*** Excerpted records ***
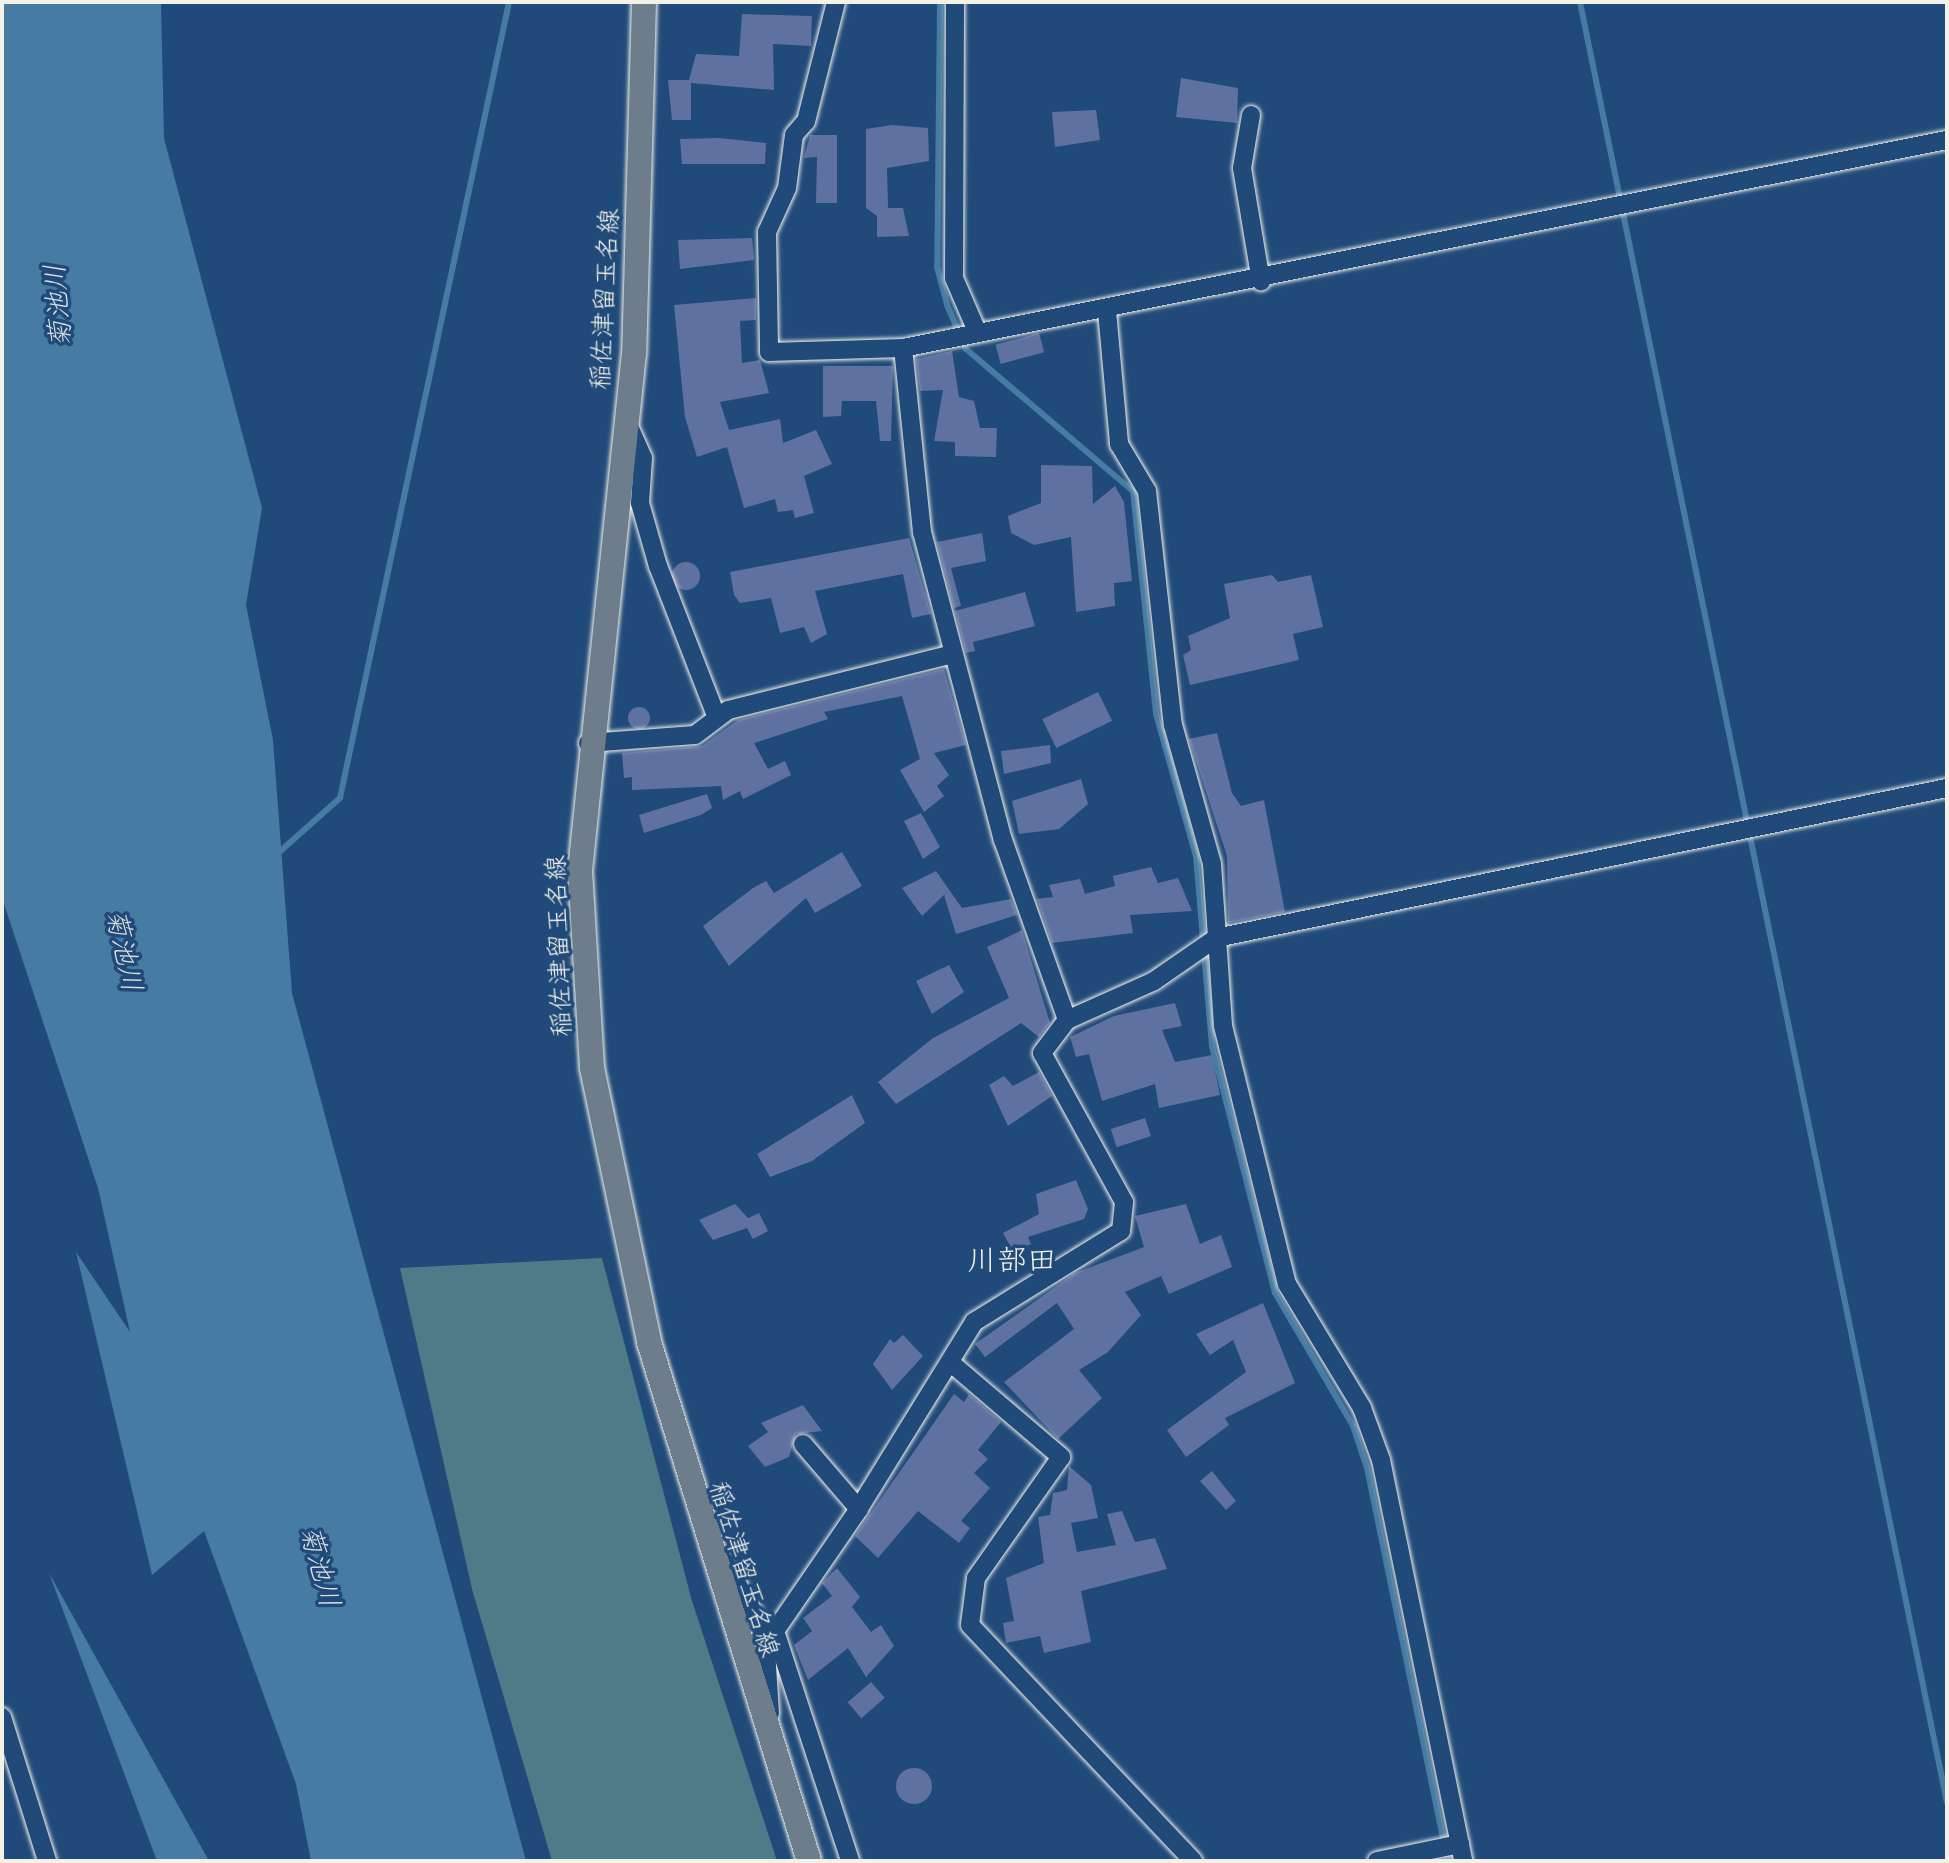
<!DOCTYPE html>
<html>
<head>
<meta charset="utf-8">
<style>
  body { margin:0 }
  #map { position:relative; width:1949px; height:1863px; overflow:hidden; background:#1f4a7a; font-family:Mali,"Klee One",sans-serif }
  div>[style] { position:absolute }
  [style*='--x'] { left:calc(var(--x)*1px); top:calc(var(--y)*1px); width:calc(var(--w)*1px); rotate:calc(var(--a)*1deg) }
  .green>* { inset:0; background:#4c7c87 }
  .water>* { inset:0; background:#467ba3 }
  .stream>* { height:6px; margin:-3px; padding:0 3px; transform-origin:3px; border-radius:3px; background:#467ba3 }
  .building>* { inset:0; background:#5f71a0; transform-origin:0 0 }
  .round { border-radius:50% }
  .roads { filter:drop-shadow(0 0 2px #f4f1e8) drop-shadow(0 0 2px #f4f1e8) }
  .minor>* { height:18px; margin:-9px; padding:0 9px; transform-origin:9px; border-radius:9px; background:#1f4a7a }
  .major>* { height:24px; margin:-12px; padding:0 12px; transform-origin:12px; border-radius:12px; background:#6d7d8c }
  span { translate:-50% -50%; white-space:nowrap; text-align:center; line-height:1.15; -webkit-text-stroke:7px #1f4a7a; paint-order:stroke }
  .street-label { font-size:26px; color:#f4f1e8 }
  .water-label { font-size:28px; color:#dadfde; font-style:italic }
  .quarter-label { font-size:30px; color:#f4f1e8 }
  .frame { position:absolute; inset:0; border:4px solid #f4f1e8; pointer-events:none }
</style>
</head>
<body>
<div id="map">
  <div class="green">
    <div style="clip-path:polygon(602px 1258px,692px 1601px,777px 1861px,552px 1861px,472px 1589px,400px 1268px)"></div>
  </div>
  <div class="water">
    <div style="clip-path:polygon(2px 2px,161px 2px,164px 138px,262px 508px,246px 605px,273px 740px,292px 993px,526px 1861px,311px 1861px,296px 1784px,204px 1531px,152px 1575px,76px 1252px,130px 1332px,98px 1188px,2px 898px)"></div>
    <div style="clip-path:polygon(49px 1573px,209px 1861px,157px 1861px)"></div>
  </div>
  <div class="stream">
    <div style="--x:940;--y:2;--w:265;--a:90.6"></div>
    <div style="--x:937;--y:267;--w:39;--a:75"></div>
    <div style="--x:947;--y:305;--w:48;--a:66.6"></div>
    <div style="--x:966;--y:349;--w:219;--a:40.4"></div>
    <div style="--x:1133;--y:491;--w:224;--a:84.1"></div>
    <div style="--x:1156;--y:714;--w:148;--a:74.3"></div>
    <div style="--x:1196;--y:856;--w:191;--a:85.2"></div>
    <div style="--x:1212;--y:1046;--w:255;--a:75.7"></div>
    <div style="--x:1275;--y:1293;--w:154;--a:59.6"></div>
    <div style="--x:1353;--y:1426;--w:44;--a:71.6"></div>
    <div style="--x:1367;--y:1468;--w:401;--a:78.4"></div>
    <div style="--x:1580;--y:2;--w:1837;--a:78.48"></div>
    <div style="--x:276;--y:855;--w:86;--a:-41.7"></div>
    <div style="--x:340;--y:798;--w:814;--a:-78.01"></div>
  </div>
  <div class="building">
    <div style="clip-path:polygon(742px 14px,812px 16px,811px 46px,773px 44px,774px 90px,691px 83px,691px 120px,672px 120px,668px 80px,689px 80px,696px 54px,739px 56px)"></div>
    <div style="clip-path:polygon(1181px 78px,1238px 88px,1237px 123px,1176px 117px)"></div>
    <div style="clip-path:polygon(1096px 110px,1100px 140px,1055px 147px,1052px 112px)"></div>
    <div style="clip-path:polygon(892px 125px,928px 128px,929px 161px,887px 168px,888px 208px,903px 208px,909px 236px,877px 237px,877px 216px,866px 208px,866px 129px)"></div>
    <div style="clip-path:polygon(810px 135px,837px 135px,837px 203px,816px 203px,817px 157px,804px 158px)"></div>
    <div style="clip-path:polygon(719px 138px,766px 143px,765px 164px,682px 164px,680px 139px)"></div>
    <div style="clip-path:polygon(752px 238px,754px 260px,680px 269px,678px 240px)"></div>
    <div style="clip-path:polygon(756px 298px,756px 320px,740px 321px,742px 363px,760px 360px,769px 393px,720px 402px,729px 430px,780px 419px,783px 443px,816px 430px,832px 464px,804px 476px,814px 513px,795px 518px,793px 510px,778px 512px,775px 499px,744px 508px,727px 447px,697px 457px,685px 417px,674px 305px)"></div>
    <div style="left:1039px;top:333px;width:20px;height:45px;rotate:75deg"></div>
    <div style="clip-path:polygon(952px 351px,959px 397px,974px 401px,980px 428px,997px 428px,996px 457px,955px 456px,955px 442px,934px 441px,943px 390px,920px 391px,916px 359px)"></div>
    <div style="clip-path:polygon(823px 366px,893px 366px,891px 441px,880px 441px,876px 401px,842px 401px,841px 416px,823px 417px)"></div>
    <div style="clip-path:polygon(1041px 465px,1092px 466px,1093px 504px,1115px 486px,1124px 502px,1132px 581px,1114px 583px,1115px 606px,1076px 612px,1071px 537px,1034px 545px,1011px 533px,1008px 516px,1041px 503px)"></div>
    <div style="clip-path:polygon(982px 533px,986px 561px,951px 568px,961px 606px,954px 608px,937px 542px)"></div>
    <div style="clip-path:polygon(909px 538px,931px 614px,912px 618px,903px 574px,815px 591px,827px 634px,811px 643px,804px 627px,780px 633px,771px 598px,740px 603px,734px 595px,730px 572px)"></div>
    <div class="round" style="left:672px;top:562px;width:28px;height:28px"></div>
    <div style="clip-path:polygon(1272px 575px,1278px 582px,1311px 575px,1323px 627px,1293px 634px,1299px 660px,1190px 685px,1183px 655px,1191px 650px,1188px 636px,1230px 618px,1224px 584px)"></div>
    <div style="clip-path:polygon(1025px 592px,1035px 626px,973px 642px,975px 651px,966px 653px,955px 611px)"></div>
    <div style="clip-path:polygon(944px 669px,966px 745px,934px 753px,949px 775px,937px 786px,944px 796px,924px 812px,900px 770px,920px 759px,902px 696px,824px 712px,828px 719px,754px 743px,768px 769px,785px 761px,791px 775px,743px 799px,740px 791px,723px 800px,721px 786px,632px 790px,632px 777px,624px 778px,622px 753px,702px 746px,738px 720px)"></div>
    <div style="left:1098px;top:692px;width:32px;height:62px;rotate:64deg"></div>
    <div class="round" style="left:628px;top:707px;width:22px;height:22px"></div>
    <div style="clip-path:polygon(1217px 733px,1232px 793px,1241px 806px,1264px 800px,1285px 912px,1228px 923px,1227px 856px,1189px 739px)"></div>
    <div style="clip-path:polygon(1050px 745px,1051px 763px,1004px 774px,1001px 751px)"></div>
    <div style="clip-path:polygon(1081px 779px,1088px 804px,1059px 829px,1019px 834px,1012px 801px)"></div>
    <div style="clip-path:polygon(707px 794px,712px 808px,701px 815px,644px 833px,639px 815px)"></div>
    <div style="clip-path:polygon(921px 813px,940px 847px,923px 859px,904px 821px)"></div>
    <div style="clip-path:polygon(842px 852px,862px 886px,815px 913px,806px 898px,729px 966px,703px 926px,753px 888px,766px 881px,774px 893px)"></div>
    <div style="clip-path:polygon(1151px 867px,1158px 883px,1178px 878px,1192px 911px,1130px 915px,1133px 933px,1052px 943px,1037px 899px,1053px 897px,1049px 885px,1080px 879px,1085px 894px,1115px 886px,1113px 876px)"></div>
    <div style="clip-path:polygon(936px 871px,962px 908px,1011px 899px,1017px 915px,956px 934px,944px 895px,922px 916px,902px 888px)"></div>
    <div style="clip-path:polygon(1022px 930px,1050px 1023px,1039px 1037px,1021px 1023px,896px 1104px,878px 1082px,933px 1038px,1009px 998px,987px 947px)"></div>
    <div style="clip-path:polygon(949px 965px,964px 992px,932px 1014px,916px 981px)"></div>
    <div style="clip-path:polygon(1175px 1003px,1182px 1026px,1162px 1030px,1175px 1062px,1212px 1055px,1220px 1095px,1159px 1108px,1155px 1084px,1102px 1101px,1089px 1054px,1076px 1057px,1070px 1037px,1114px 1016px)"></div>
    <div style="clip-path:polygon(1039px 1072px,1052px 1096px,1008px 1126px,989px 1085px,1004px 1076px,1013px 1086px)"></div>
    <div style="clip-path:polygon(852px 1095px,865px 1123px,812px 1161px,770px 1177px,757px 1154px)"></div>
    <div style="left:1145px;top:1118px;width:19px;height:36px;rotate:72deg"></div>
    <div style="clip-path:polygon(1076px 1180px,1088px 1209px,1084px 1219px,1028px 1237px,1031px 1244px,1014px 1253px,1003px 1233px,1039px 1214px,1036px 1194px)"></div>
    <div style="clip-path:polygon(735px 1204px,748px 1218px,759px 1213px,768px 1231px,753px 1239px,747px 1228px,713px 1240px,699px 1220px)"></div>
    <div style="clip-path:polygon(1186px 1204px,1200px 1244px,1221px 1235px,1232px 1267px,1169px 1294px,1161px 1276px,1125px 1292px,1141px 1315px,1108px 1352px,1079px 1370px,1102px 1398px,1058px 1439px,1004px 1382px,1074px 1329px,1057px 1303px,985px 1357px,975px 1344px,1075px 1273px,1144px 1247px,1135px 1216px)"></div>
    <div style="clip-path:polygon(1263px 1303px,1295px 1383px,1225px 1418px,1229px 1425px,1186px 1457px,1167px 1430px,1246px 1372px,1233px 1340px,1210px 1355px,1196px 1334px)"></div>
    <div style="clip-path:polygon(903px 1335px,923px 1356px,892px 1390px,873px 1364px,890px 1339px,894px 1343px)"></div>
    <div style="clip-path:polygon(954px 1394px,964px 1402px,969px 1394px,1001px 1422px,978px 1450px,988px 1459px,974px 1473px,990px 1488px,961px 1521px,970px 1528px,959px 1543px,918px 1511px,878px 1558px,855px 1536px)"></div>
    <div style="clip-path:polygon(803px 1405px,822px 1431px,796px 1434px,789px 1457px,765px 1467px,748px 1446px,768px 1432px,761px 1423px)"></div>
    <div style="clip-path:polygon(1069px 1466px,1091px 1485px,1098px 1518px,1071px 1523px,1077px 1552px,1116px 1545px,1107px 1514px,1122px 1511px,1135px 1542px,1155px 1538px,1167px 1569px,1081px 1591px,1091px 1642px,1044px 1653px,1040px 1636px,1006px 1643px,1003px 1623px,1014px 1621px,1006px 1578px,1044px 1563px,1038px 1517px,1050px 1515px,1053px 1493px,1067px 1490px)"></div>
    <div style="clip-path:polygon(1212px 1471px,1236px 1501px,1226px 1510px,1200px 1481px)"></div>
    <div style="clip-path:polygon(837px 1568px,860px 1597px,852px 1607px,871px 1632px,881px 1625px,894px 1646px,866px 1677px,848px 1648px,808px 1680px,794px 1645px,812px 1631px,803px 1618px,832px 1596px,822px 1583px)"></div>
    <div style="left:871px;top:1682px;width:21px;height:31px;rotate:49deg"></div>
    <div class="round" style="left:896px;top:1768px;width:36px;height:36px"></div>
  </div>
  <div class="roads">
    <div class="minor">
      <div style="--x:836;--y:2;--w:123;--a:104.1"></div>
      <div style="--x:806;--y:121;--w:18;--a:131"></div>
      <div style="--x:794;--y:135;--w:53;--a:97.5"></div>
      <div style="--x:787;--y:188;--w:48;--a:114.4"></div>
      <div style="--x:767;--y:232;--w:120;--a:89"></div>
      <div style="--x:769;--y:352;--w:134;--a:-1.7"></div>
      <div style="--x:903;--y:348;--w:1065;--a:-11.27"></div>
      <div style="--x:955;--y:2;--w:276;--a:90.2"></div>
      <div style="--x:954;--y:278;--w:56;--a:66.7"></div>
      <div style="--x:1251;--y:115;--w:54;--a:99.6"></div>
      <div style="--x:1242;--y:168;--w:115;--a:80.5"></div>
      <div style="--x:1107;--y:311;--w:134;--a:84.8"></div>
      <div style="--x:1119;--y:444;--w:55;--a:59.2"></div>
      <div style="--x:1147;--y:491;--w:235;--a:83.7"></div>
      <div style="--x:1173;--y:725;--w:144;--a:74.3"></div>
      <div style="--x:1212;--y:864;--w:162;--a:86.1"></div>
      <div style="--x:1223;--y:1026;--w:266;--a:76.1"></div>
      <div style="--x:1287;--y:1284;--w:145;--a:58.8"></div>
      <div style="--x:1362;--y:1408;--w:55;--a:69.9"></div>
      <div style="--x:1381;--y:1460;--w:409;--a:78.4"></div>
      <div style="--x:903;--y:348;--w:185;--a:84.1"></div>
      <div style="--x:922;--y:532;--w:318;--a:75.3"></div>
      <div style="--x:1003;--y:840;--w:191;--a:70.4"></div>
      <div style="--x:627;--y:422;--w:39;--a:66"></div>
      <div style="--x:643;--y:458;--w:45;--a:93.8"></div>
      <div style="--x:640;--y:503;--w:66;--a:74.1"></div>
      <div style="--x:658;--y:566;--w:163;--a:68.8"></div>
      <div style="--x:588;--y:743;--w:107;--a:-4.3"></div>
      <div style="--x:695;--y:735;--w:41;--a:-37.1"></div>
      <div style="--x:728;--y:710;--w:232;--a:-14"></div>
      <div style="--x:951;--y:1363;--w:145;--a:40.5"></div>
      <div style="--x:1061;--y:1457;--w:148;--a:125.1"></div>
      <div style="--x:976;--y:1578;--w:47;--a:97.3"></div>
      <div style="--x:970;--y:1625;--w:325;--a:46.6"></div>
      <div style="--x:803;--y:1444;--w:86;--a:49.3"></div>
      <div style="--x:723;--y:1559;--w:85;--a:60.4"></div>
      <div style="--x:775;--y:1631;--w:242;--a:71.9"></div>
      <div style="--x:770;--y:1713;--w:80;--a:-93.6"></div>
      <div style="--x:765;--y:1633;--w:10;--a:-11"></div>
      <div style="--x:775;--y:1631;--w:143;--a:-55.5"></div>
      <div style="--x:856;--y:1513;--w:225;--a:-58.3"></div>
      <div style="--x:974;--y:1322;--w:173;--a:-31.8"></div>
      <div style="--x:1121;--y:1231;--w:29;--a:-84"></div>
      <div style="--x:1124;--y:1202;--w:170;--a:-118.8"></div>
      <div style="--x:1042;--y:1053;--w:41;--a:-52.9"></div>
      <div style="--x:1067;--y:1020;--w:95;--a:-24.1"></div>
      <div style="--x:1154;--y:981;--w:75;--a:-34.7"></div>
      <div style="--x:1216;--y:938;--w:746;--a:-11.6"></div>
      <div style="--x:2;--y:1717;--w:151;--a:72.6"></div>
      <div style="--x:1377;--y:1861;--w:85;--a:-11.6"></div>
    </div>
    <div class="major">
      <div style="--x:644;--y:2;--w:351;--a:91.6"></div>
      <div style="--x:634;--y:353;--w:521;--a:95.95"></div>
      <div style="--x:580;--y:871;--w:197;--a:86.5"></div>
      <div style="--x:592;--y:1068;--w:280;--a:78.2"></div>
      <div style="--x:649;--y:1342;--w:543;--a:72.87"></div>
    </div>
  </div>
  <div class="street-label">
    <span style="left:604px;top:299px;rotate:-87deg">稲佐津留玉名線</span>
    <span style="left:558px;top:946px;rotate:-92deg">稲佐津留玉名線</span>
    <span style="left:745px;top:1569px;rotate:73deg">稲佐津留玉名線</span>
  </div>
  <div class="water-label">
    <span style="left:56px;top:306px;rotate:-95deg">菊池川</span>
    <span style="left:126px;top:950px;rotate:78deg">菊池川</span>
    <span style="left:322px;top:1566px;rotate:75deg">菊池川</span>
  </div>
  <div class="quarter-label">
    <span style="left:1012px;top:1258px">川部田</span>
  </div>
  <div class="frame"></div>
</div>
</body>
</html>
*** End of Excerpted records ***
Exercise ▸ Which lines above hold the word "stream"? Copy each of them.

Written solution ▸
  .stream>* { height:6px; margin:-3px; padding:0 3px; transform-origin:3px; border-radius:3px; background:#467ba3 }
  <div class="stream">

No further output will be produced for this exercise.